Help me plan Trump's Inauguration

Allegedly, Trump’s team is having trouble finding acts for his Inauguration. I figure we can come up with a suitable party plan. So, what would you like to see at Trump’s Inauguration?

My picks;

Jeff (fuhfuh) Dunham (DunHAAM) dressed as Putin with Peanut dressed as Trump and a special announcement that Jose Jalapeno-on-a-stick and Achmed the dead terrorist were not allowed into the country.

Green Day performing “American Idiot.”

Alec Baldwin has already offered to sing “Highway to Hell.”

(While this thread is technically about entertainment, I feel that the opinions probably expressed will end it in the pit.)

No problem. Trump is his own act.

For some reason I’m picturing the initial attack of the Blue Meanies on Pepperland in the 1968 film Yellow Submarine.

Just unleash a variety of Apple Bonkers, Snapping-Turtle Turks, Hidden Persuaders, Butterfly Stompers – and, of course, the Dreadful Flying Glove – into the Washington crowd. Entertainment accomplished!

…oh, and Pussy Grabbers. They didn’t appear in the movie, but I can totally see Pussy Grabbers as part of the Blue Meanie force.

These celebs would probably be up for it:

Stephen Baldwin
Kanye West
Gary Busey
Charlie Sheen
Michael Richards
Bill Cosby
Hulk Hogan
Dennis Rodman
Jerry Lewis

It clearly has to be a circus act, with clown cars and little tiny bicycles ridden by little people singing the Oompa Loompa song. Can’t be any Christian type prayers either, Jesus was a Democrat. Maybe they could get Judas, he was obviously a Republican, well a Capitalist anyway, to offer the prayer.

Don’t forget the Vomitorium! And I am referring to the popular misconception that the Vomitorium was what the ancient Romans used to vomited in during feasts to make room for more food. Maybe we can rechristen it as the Projectile Vomitorium, in honor of Trump’s Inauguration.

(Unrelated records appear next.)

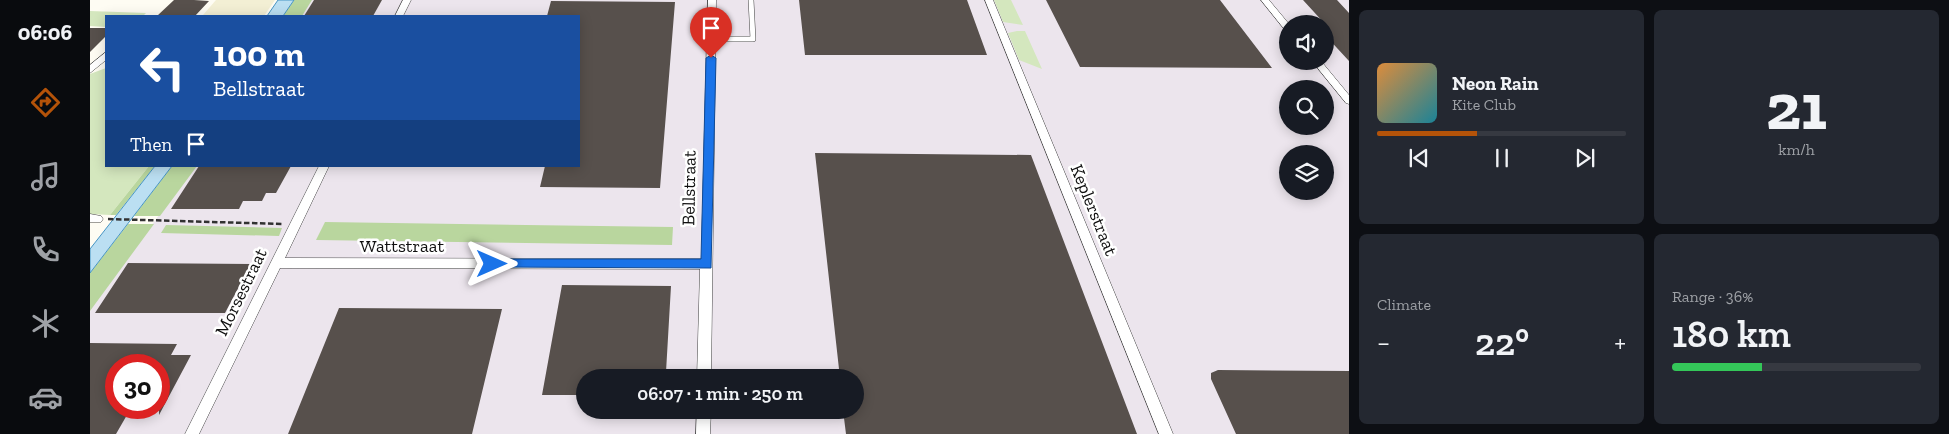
<!DOCTYPE html>
<html lang="en">
<head>
<meta charset="utf-8">
<style>
	:root { --surface:#171b24; --page:#242831; --text:#f1f3f6; --muted:#9ea1a6; --line:#363941; --accent:#b45309 }
	body { margin:0; font-family:"Zilla Slab",serif; background:var(--page); color:var(--text); height:100vh; display:flex; flex-direction:column; font-size:19px; white-space:nowrap }
	* { box-sizing:border-box; margin:0 }
	p { font-size:16px; color:var(--muted) }
	.icon { flex:none; width:28px; height:28px; fill:none; stroke:currentColor; stroke-width:2; stroke-linecap:round; stroke-linejoin:round }
	.map { position:relative; flex:1; overflow:hidden }
	.sheet { display:flex; flex-direction:column; gap:10px; padding:10px; background:#0d0f14; width:600px }
	.sheet>* { flex:none }
	.guide { position:absolute; left:15px; top:15px; width:475px; height:152px; border-radius:0px; box-shadow:0 2px 12px #0003; background:#1a4fa0; color:#fff; overflow:hidden }
	.tools { position:absolute; left:1189px; top:15px; display:grid; gap:10px }
	.tools a { display:grid; place-items:center; width:55px; height:55px; border-radius:50%; background:var(--surface); box-shadow:0 2px 12px #0003; font-size:25px }
	.speed { position:absolute; left:15px; top:354px; display:flex; gap:10px; font-size:25px; font-weight:700; text-align:center }
	.speed>* { display:grid; place-content:center; width:65px; height:65px; border-radius:50%; background:var(--surface); box-shadow:0 2px 12px #0003; line-height:1 }
	.speed .limit { border:8px solid #d22; background:#fff; color:#111 }
	.pin { position:absolute; display:grid; place-items:center; width:42px; height:42px; color:#fff; margin:-51px -21px; border-radius:50% 50% 50% 0; rotate:-45deg; box-shadow:0 0 5px #0007 }
	.pin .icon { rotate:45deg }
	.me { position:absolute; width:55px; margin:-28px; rotate:90deg; stroke-linejoin:round; filter:drop-shadow(0 0 4px #0008) }
	.turn { display:flex; align-items:center; gap:18px; height:105px; padding:0 25px; font-size:22px }
	.turn .icon { width:65px; height:65px; stroke-width:2.5 }
	.turn b { display:block; font-size:35px; line-height:42px }
	.then { display:flex; align-items:center; height:48px; padding:0 25px; background:#0003; gap:10px; font-size:19px }
	.big { font-size:38px; font-weight:600; line-height:1.1 }
	.sheet .card { flex:1; display:flex; flex-direction:column; justify-content:center; gap:8px; min-width:0; padding:0 18px; border-radius:8px; background:var(--page) }
	.sheet .dial { align-items:center; gap:0 }
	.dial b { font-size:65px; line-height:1 }
	.song { display:flex; align-items:center; gap:15px }
	.cover { width:60px; height:60px; border-radius:8px; background:linear-gradient(135deg,hsl(30 70% 55%),hsl(190 70% 35%)) }
	.played { height:5px; border-radius:2px; background:linear-gradient(90deg,var(--accent) 40%,var(--line) 40%) }
	.keys { display:flex; justify-content:space-around; direction:ltr }
	.heat { display:flex; justify-content:space-between; align-items:center; font-size:28px; direction:ltr }
	.charge { height:8px; border-radius:4px; background:linear-gradient(90deg,#34c759 36%,var(--line) 0) }
	.sheet .tiles { flex:1; display:grid; gap:10px; grid-template-columns:repeat(2,1fr) }
	.trip { position:absolute; left:486px; top:369px; width:288px; height:50px; border-radius:25px; background:var(--surface); box-shadow:0 2px 12px #0003; font-weight:600; line-height:50px; text-align:center }
	main { display:flex; flex:1; min-height:0 }
	.tabs { display:flex; flex-direction:column; width:90px; justify-content:space-around; align-items:center; background:#090b0e; color:var(--muted) }
	.tabs .icon { width:35px; height:35px }
	.tabs .on { color:var(--accent) }
	.tabs b { font-size:22px; color:var(--text) }
	.map>svg:first-child { display:block }
	.industrial { fill:#ece5ed; fill-rule:evenodd }
	.farmland { fill:#f3efd4 }
	.green { fill:#d4e7be }
	.forest { fill:#b9d69e }
	.water { fill:#bbdff2; stroke:#4795c4 }
	.building { fill:#57504c }
	.lines { fill:none; stroke-linecap:round; stroke-linejoin:round }
	.lane-casing { stroke:#424242; stroke-width:6 }
	.street-casing { stroke:#424242; stroke-width:1 }
	.path { stroke:#313131; stroke-width:2.5; stroke-dasharray:5.5 2.5; stroke-linecap:butt }
	.lane { stroke:#fff; stroke-width:5 }
	.street { fill:#fff; fill-rule:evenodd }
	.route { fill:#1a73e8; stroke:#114b97 }
	.labels { text-anchor:middle; dominant-baseline:central; stroke-width:5; stroke-linejoin:round; paint-order:stroke }
	.street-label { font-size:18px; fill:#0f0f0f; stroke:#fff }
</style>
</head>
<body>
<main>
<nav class="tabs">
<b>06:06</b>
<svg class="icon on" aria-label="directions" viewBox="0 0 24 24"><path d="M12 3l9 9-9 9-9-9zM9 14v-3h6M13 9l2 2-2 2"/></svg>
<svg class="icon" aria-label="music" viewBox="0 0 24 24"><path d="M9 18V5l10-2v13"/><circle cx="6" cy="18" r="3"/><circle cx="16" cy="16" r="3"/></svg>
<svg class="icon" aria-label="phone" viewBox="0 0 24 24"><path d="M5 4h4l2 5-3 2q2 4 5 5l2-3 5 2v4C11 20 4 13 5 4z"/></svg>
<svg class="icon" aria-label="climate" viewBox="0 0 24 24"><path d="M12 3v18M4 7l16 10M4 17L20 7"/></svg>
<svg class="icon" aria-label="car" viewBox="0 0 24 24"><path d="M5 17H2v-5l4-1 3-4h7l3 4 3 1v5h-3M9 17h6M6 11h13"/><circle cx="7" cy="17" r="2"/><circle cx="17" cy="17" r="2"/></svg>
</nav>
<div class="map">
<svg width="1259" height="434" viewBox="0 0 1259 434">
	<rect width="100%" height="100%" fill="#fefcf3"/>
	<path class="industrial" d="M221 0H1259V434H0V309L105 166H489V16H210ZM1198 24H1235V61H1198ZM1198 89H1235V126H1198ZM1198 154H1235V191H1198ZM26 365H69V408H26ZM495 378H765V410H495Z"/>
	<path class="farmland" d="M126 0H185L174 16 113 15Z"/>
	<path class="green" d="M904 0H921L933 25 913 22Z
		M0 11 56 13 53 16H16V27L0 26Z
		M927 31H935L952 69 929 60 918 33Z
		M16 68V166H59L20 215 0 214V74Z"/>
	<path class="forest" d="M204 0H222L212 16H193Z
		M59 166H65L26 215H20Z
		M82 166H107L70 216H44Z
		M235 222 583 227 582 245 226 240Z
		M38 224H64L0 311V273Z
		M76 225 192 228 189 236 71 233Z"/>
	<path class="water" d="M188 0H204L193 16H177Z
		M65 166H82L0 273V249Z"/>
	<path class="building" d="M84 0H104L119 1 105 16H67Z
		M224 0H292L283 16H214Z
		M709 0H877L897 55H715Z
		M956 0H1130L1182 68 990 67Z
		M1213 0H1247L1259 13V61L1235 35V24Z
		M461 1 585 2 570 188 450 187 455 166H489V16H457Z
		M0 28H16V36L0 52Z
		M725 153 941 155 1047 434H756L753 410H765V378H750Z
		M109 166H201L186 193H176L172 201H153L149 209H81Z
		M38 263 161 264 135 313H5Z
		M472 285 581 286 576 372H530V378H495V395H452Z
		M249 308 412 309 382 434H198Z
		M0 343 87 344 81 355H101L69 415V365H26V408H41L26 434H0Z
		M1128 370 1259 371V434H1146L1121 379V373Z"/>
	<g class="lines">
		<defs>
			<path id="lane" d="M621 39H663L661 0"/>
			<path id="street" d="M313 0H321L313 16H305Z
				M618 0H626L621 378H607L610 269 190 268 109 434H95L229 166H239L195 258 611 259Z
				M895 0H903L1083 434H1069Z
				M1171 0H1179L1199 24H1198V31L1195 30Z
				M16 52V60L0 73V65Z
				M1222 61H1231L1259 95V104L1256 103Z
				M0 214 11 216 13 219 11 222H0Z
				M607 410H621L620 434H606Z"/>
		</defs>
		<use href="#lane" class="lane-casing"/>
		<use href="#street" class="street-casing"/>
		<path class="path" d="M18 219 193 224"/>
		<use href="#lane" class="lane"/>
		<use href="#street" class="street"/>
	</g>
	<path class="route" d="M621 55 626 58 621 268 397 267 396 264 402 259H611L616 58Z"/>
	<g class="labels">
		<g class="street-label">
			<text transform="translate(599 188) rotate(-89)">Bellstraat</text>
			<text transform="translate(1004 210) rotate(68)">Keplerstraat</text>
			<text x="312" y="246">Wattstraat</text>
			<text transform="translate(151 292) rotate(-64)">Morsestraat</text>
		</g>
	</g>
</svg>
<div class="tools">
<a><svg class="icon" aria-label="sound" viewBox="0 0 24 24"><path d="M4 9h4l5-4v14l-5-4H4zM17 9q2 3 0 6"/></svg></a>
<a><svg class="icon" aria-label="search" viewBox="0 0 24 24"><circle cx="10" cy="10" r="6"/><path d="M15 15l6 6"/></svg></a>
<a><svg class="icon" aria-label="layers" viewBox="0 0 24 24"><path d="M12 4l9 5-9 5-9-5zM3 14l9 5 9-5"/></svg></a>
</div>
<div class="speed"><div class="limit">30</div></div>
<div class="pin" style="left:621px;top:58px;background:#d93025"><svg class="icon" aria-label="arrive" viewBox="0 0 24 24"><path d="M6 21V4h12l-3 4 3 4H6"/></svg></div>
<svg class="me" style="left:402px;top:264px" viewBox="-20 -20 40 40"><path d="M0-17L14 15 0 8-14 15z" fill="#1a73e8" stroke="#fff" stroke-width="4"/></svg>
<div class="trip">06:07 · 1 min · 250 m</div>
<div class="guide">
<div class="turn"><svg class="icon" aria-label="left" viewBox="0 0 24 24"><path d="M17 20v-9H6M10 6l-5 5 5 5"/></svg><div><b>100 m</b>Bellstraat</div></div>
<div class="then">Then<svg class="icon" aria-label="arrive" viewBox="0 0 24 24"><path d="M6 21V4h12l-3 4 3 4H6"/></svg></div>
</div>
</div>
<section class="sheet">
<div class="tiles">
<div class="card">
<div class="song"><i class="cover"></i><div><b>Neon Rain</b><p>Kite Club</p></div></div>
<div class="played"></div>
<div class="keys"><svg class="icon" aria-label="previous" viewBox="0 0 24 24"><path d="M18 5L8 12l10 7zM5 5v14"/></svg><svg class="icon" aria-label="pause" viewBox="0 0 24 24"><path d="M8 5v14M16 5v14"/></svg><svg class="icon" aria-label="next" viewBox="0 0 24 24"><path d="M6 5l10 7-10 7zM19 5v14"/></svg></div>
</div>
<div class="card dial"><b>21</b><p>km/h</p></div>
<div class="card"><p>Climate</p>
<div class="heat"><a>−</a><b class="big">22°</b><a>+</a></div>
</div>
<div class="card"><p>Range · 36%</p><b class="big">180 km</b><div class="charge"></div></div>
</div>
</section>
</main>
</body>
</html>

I think you meant to post on the 2017 Celebrity Death Pool. And you need 4 more Celebrities to participate.
:slight_smile:

With all the performing celebs, PA speakers and sound equipment, they’re probably going to need an experienced Hollywood sound mixer.

Would Pussy Riot work?

Maybe The Cheeky Girls could perform “Cheeky Song (Touch My Bum)”. No, seriously - I’m pretty sure they’d be available.

I think Bang Bang would work better. :wink: Also everyone in attendance should be allowed full exercise of their 2nd Amendment rights; regardless of Secret Service protocol.

Well, ALEC Baldwin has volunteered to perform Highway to Hell.

Inauguration? Don’t you mean “Coronation”?

And these are the same maroons that accused the left of trying to make Obama a messiah.

Ted Nugent should be a [del]headcase[/del] headliner.

As long as Huckabee is playing bass in whatever band’s up there, I’m happy.

Melania could do some pole stuff.

George Michaels’ last words, “Presidents Trumps inauguration? I would be honoured.”

For a start, we’re going to need a very large EMP device and one of those Chunnel diggers.

Did Trump Team Offer Ambassadorships in Order to Lure Celebrities to Perform at Inauguration? Gee, lemme guess…:smiley:

Should be easy to pick a designated survivor in case of disaster. The list of Americans qualified to replace Trump as president is not likely to be short.